The headman said an international aid group told the villagers it would provide rice for them for the next six months, but he was not hopeful the pledge could be fulfilled. Pyinmagon is a more than seven-hour journey by car and boat from Yangon, Myanmar's biggest city.
"We are worried it's not going to happen because everything has been uncertain," he said. "I'm afraid our rice will run out soon."
On Thursday, nearly a month after the cyclone hit, the village received its first private donation, a local trading company that brought clothes, he said.

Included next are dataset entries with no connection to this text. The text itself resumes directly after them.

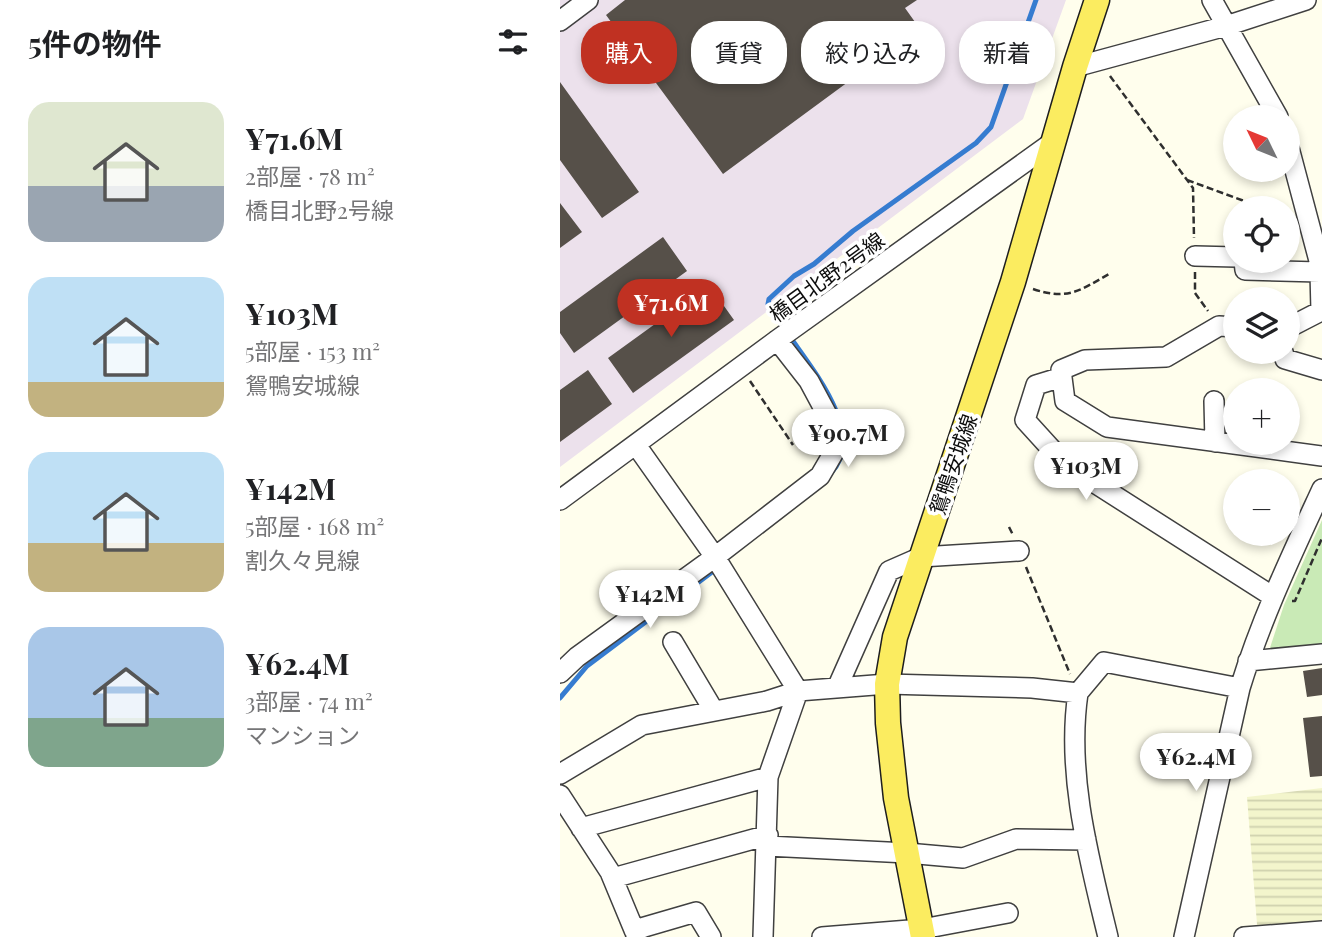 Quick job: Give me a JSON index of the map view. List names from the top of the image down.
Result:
{
  "streets": {
    "main road": ["鴛鴨安城線"],
    "street": ["橋目北野2号線"]
  },
  "crossings": [
    ["橋目北野2号線", "鴛鴨安城線"]
  ],
  "north": "top left",
  "page": {
    "heading": "5件の物件",
    "chip": [
      "購入",
      "賃貸",
      "絞り込み",
      "新着"
    ],
    "list": [
      {
        "name": "¥71.6M",
        "note": "2部屋 · 78 m² · 橋目北野2号線"
      },
      {
        "name": "¥103M",
        "note": "5部屋 · 153 m² · 鴛鴨安城線"
      },
      {
        "name": "¥142M",
        "note": "5部屋 · 168 m² · 割久々見線"
      },
      {
        "name": "¥62.4M",
        "note": "3部屋 · 74 m² · マンション"
      }
    ],
    "map_buttons": ["+", "−"],
    "price": [
      "¥71.6M",
      "¥90.7M",
      "¥103M",
      "¥142M",
      "¥62.4M"
    ]
  }
}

Other basics are sorely lacking
The small reservoir the villagers once used for drinking water was muddy with silt and sea water carried from the river during the storm, and a large fallen tree still lay in it. Villagers have been taking boats to fetch water from a lake in Bogalay and have collected rainwater in a few large ceramic pots, using broken pieces of corrugated roofing as makeshift funnels.

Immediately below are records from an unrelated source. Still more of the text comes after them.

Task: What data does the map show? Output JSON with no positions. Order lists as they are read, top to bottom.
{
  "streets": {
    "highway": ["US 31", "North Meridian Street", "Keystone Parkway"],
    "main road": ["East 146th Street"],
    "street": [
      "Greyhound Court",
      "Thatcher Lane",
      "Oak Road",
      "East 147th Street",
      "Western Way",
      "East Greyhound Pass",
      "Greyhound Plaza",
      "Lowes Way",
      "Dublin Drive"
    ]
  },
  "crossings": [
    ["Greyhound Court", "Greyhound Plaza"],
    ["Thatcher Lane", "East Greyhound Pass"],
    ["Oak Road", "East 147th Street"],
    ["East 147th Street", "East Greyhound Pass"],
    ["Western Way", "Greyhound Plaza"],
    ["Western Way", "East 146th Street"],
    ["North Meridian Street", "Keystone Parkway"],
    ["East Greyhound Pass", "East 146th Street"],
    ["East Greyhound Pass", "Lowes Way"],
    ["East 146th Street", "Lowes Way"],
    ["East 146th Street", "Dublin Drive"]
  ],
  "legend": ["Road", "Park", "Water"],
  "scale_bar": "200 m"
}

Villagers pointed to a large wooden box that used to store feed for their animals, emptied by the storm. But that was of little significance since their herd of 1,000 water buffaloes, 80 pigs and 400 chickens had all perished.
Though donations of food would be welcome, the survivors said they want to quickly regain self-sufficiency.
"What we need is buffaloes and seeds to grow rice again," Myint Oo said.
Shelter is also an urgent issue. Villagers worked outside in the rain, tying bamboo poles together to make temporary huts, but the headman said they could not be used unless they received tarpaulins or plastic sheets to waterproof the roofs.
In the meantime, the survivors have been sleeping on mats on the wooden floor of the monastery. Short, round wooden tables, cabinets, kitchen utensils and other salvaged pieces of furniture were also stored there.
Without mosquito nets or blankets, the survivors were defenseless against mosquitoes, which thrive in the rainy season and carry diseases like dengue fever, which is endemic in many Southeast Asian countries.
A Myanmar Red Cross team visited the village last week for the first time, survivors said, but it was too late for three of the villagers — a man and two children — who they said died from diarrhea and food poisoning.
One of Mar Mar Oo's twin daughters has been running a fever and coughing for 15 days.
"The medical workers gave her medicine, but I don't know whether it will last until the next doctor comes," the young mother said, frowning as she tucked the 3-year-old girls under a pale blue cloth for an afternoon nap in the monastery.
The monastery's corrugated metal roof was riddled with holes that let rain drip in, forming puddles on the floor.
For farmers, rain is usually a blessing, but these days, it's also a curse that haunts many survivors.
Curled into a tight ball in a corner of the monastery, Kyin Mya jumped as raindrops fell from the leaking roof.
"Is the wind strong? Is the wind strong?" the 59-year-old woman asked, her eyes wide with fear, her hand trembling as she tried to eat a biscuit.
Her husband and 5-year-old granddaughter drowned as they were carried away in the storm surge.
Echoing a common fear that speaks of the trauma experienced by the survivors, Kyin Mya asked: "Do you know if another storm is coming?"